What is needed: Where the line with "display:grid; place-items:center; flex:none;" appears below, start writing out lines exactly, and finish with the line with "display:flex; align-items:center; justify-content:space-between;", which is included; write out nothing else.

Provided material:

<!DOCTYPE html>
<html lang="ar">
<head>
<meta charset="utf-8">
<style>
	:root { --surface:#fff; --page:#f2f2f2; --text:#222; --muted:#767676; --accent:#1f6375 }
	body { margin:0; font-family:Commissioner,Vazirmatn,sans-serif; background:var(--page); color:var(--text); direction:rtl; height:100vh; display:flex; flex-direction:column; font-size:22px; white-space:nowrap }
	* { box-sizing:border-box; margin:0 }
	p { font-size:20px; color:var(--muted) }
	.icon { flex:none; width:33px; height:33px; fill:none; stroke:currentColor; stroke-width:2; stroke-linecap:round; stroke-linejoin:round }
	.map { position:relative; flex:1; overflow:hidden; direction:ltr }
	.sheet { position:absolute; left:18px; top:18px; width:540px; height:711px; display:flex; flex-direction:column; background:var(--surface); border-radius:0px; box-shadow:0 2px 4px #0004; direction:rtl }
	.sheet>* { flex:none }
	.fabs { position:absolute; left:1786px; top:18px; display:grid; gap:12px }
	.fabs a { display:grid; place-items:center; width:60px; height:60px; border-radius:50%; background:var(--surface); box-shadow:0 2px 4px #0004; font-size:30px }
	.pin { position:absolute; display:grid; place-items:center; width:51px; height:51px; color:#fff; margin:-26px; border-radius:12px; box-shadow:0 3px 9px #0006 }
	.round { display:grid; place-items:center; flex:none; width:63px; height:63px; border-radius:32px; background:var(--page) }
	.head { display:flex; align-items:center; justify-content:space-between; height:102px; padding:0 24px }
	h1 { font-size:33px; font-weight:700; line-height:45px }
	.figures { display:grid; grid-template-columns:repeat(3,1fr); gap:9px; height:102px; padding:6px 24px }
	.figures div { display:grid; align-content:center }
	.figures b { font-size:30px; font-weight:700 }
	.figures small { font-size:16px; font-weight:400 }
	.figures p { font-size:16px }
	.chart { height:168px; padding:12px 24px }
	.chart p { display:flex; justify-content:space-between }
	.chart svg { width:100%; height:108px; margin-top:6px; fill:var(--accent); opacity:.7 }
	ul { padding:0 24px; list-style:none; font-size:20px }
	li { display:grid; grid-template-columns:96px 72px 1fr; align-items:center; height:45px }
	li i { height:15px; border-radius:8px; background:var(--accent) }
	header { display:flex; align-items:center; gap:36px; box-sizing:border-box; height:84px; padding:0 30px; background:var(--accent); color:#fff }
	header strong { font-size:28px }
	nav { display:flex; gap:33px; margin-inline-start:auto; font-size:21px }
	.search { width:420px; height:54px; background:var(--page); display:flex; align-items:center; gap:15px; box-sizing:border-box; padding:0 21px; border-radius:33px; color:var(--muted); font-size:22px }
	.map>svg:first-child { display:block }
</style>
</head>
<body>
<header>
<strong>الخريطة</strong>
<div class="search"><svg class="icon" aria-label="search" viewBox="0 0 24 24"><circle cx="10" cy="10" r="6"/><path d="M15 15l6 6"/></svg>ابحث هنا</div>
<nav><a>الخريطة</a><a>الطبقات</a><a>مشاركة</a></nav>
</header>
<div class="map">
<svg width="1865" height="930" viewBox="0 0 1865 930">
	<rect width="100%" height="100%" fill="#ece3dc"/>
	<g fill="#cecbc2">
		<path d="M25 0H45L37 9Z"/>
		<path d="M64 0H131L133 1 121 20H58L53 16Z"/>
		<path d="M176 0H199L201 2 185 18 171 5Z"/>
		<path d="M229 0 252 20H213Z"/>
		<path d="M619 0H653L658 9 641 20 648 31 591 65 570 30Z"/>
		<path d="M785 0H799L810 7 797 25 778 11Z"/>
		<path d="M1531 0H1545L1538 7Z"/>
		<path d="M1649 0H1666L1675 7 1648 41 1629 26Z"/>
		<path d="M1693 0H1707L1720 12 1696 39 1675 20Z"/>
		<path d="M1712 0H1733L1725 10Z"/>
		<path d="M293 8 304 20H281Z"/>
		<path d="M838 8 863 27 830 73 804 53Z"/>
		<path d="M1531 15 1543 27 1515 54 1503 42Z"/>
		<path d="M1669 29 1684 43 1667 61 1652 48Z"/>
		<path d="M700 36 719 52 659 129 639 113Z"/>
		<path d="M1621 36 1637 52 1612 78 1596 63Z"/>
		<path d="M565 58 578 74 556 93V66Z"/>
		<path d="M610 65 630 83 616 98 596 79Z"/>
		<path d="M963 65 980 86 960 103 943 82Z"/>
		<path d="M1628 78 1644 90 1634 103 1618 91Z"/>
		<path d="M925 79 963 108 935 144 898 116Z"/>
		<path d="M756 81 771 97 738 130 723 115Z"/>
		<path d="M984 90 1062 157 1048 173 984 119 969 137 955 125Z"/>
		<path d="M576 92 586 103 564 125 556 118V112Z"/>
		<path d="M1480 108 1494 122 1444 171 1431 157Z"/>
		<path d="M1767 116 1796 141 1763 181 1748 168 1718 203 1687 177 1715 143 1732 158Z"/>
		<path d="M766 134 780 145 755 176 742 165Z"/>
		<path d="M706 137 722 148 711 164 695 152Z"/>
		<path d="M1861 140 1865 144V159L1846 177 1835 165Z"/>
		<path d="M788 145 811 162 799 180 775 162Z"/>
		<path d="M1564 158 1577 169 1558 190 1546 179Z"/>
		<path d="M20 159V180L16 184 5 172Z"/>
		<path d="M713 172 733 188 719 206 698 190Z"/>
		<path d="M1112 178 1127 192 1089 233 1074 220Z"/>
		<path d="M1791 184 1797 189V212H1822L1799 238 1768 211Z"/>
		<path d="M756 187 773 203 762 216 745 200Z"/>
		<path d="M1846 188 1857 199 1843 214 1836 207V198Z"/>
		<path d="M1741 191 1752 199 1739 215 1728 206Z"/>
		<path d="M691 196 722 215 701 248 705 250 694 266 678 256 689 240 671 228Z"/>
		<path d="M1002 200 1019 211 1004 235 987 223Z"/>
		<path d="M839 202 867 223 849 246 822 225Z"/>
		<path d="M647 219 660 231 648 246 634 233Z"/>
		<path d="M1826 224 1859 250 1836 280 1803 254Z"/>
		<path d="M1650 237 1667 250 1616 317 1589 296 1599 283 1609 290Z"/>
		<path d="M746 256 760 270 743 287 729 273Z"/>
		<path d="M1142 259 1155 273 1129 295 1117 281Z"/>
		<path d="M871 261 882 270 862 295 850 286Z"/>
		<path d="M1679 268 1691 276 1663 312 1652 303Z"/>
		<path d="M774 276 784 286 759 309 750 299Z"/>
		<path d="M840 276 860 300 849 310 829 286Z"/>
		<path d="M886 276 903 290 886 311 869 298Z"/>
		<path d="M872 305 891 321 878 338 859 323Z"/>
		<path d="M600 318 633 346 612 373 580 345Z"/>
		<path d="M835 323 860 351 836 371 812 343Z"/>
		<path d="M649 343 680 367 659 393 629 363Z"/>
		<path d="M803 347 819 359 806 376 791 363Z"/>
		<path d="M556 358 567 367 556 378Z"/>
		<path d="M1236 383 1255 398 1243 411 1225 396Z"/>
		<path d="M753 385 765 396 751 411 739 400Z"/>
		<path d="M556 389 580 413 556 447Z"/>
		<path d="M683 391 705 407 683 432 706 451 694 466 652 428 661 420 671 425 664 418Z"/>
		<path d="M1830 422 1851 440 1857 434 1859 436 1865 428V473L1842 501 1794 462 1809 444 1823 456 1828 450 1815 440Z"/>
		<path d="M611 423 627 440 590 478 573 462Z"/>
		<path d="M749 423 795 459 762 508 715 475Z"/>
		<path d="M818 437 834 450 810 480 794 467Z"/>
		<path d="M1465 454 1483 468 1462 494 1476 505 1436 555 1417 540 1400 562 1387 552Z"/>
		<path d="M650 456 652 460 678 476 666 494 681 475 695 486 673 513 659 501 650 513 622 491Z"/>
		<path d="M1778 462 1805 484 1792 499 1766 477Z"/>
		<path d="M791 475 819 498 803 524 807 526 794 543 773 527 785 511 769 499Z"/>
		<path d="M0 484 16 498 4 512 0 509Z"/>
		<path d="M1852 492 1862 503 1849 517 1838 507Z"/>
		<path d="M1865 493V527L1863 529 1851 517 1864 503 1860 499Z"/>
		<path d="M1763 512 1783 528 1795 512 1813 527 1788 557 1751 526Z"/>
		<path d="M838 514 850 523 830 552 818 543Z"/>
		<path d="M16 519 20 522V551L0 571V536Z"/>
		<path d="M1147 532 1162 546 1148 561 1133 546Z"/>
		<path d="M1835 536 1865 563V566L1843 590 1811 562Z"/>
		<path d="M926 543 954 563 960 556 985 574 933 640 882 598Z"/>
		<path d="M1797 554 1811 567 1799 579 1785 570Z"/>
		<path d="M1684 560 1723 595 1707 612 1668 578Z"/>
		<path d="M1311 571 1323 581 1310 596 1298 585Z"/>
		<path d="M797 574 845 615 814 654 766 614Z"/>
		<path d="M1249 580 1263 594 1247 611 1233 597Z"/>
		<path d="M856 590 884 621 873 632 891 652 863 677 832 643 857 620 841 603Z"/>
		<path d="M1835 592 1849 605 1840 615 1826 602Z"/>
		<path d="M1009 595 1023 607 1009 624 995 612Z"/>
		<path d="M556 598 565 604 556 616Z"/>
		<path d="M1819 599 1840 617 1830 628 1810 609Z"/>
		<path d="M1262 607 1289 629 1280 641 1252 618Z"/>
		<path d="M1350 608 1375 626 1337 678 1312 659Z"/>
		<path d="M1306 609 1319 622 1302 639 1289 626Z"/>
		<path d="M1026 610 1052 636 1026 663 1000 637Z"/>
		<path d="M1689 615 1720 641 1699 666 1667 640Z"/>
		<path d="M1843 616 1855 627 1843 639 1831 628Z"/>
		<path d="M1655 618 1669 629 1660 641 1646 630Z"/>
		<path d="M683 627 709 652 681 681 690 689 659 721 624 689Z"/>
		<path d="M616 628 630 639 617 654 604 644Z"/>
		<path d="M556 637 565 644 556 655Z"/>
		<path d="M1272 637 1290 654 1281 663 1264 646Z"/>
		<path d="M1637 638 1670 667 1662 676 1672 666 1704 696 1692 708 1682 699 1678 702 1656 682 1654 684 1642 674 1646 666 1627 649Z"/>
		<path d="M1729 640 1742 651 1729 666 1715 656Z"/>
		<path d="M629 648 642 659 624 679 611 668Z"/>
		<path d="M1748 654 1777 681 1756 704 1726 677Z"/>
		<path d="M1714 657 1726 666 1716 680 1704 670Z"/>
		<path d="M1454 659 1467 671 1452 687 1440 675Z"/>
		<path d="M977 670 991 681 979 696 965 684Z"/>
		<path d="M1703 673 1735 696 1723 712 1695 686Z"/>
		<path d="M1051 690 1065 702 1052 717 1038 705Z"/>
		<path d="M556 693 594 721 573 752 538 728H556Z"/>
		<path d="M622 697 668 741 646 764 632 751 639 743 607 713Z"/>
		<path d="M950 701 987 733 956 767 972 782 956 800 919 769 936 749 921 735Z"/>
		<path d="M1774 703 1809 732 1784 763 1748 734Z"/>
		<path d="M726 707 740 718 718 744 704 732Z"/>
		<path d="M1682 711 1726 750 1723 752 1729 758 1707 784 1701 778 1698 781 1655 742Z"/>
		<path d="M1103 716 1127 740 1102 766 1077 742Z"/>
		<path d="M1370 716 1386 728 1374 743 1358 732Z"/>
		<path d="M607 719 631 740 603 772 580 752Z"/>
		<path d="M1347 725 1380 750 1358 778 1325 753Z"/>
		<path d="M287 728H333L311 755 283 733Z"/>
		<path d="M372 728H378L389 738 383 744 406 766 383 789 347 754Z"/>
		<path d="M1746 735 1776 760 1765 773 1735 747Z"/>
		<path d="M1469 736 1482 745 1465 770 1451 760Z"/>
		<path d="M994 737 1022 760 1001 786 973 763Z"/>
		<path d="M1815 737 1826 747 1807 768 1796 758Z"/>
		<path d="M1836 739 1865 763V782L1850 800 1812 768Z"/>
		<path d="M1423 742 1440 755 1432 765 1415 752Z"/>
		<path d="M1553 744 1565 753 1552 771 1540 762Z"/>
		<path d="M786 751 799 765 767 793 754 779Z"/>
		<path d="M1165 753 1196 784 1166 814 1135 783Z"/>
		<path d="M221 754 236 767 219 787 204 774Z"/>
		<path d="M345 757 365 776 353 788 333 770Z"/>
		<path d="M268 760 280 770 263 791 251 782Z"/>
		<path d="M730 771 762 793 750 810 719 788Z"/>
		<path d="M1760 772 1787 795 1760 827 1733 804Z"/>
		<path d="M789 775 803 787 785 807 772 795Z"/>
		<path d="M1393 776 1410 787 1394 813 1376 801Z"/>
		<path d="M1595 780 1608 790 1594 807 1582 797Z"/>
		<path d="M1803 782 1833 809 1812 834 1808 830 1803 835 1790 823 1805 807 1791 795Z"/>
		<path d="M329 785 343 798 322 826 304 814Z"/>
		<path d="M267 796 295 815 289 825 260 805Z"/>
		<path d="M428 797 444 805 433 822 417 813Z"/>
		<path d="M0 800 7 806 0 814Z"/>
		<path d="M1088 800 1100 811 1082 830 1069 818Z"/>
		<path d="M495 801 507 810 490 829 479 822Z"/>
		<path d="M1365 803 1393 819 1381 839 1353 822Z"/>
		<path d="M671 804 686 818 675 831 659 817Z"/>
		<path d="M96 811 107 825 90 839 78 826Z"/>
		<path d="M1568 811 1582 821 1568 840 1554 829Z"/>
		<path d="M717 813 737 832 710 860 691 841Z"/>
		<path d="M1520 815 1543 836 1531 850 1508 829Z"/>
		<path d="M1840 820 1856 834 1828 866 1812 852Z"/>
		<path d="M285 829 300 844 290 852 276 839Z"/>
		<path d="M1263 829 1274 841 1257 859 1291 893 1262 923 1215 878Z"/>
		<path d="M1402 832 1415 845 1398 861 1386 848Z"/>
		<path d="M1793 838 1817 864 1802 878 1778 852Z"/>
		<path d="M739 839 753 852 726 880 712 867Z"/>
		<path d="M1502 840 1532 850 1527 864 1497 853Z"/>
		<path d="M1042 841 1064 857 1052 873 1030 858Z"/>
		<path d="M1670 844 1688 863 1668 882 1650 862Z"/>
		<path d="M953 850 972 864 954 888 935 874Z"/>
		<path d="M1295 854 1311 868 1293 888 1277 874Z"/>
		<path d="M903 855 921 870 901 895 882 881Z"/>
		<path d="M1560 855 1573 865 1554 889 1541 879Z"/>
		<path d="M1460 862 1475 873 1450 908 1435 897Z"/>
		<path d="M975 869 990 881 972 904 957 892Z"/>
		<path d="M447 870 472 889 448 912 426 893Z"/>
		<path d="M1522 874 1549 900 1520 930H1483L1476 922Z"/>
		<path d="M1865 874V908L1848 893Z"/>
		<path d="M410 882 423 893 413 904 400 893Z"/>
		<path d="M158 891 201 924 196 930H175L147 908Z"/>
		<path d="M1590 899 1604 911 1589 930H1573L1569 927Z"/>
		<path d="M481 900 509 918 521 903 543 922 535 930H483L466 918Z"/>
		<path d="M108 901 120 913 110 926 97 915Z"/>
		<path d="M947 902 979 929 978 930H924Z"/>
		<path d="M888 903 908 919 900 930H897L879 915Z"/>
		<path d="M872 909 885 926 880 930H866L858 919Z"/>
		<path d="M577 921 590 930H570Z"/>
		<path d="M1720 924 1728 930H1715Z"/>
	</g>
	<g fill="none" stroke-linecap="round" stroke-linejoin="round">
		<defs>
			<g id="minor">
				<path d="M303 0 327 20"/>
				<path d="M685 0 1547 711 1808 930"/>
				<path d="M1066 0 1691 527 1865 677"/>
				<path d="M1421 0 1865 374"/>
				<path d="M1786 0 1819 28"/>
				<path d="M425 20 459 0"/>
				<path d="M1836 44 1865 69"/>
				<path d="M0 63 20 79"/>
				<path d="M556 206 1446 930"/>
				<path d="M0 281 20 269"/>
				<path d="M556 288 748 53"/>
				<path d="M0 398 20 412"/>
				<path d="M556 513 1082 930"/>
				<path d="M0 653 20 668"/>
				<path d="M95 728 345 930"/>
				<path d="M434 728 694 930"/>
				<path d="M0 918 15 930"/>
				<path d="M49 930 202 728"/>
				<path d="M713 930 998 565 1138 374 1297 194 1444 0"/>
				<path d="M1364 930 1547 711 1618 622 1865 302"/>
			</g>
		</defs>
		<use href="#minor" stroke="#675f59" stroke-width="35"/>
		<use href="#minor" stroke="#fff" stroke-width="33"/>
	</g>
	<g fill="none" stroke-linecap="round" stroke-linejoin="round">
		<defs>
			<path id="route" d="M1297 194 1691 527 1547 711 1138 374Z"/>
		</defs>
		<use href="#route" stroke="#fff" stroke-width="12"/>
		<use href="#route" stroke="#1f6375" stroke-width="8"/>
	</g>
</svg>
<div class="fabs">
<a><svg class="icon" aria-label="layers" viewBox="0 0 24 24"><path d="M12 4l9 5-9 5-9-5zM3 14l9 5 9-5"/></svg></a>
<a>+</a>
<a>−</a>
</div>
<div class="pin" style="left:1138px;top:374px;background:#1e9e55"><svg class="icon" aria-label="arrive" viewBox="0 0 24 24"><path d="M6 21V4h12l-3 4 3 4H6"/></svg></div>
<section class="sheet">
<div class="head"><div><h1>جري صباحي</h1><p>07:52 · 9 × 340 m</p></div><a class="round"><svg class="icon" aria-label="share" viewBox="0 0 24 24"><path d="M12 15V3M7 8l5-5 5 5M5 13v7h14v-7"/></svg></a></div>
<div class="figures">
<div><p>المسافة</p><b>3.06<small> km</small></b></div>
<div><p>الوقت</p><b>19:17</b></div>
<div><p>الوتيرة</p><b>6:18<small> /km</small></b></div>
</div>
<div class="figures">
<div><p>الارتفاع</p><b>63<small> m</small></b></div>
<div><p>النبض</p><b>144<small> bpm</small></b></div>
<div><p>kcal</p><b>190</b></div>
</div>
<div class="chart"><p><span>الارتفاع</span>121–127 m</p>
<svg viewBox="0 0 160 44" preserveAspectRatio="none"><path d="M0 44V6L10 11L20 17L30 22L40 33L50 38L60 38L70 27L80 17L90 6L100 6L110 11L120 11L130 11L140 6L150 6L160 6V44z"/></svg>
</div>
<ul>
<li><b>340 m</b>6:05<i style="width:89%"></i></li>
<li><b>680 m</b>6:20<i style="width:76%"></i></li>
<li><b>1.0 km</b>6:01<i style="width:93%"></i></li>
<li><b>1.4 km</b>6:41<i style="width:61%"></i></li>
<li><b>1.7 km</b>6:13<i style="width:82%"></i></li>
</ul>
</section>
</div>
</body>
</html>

Solution to this exercise:
	.round { display:grid; place-items:center; flex:none; width:63px; height:63px; border-radius:32px; background:var(--page) }
	.head { display:flex; align-items:center; justify-content:space-between; height:102px; padding:0 24px }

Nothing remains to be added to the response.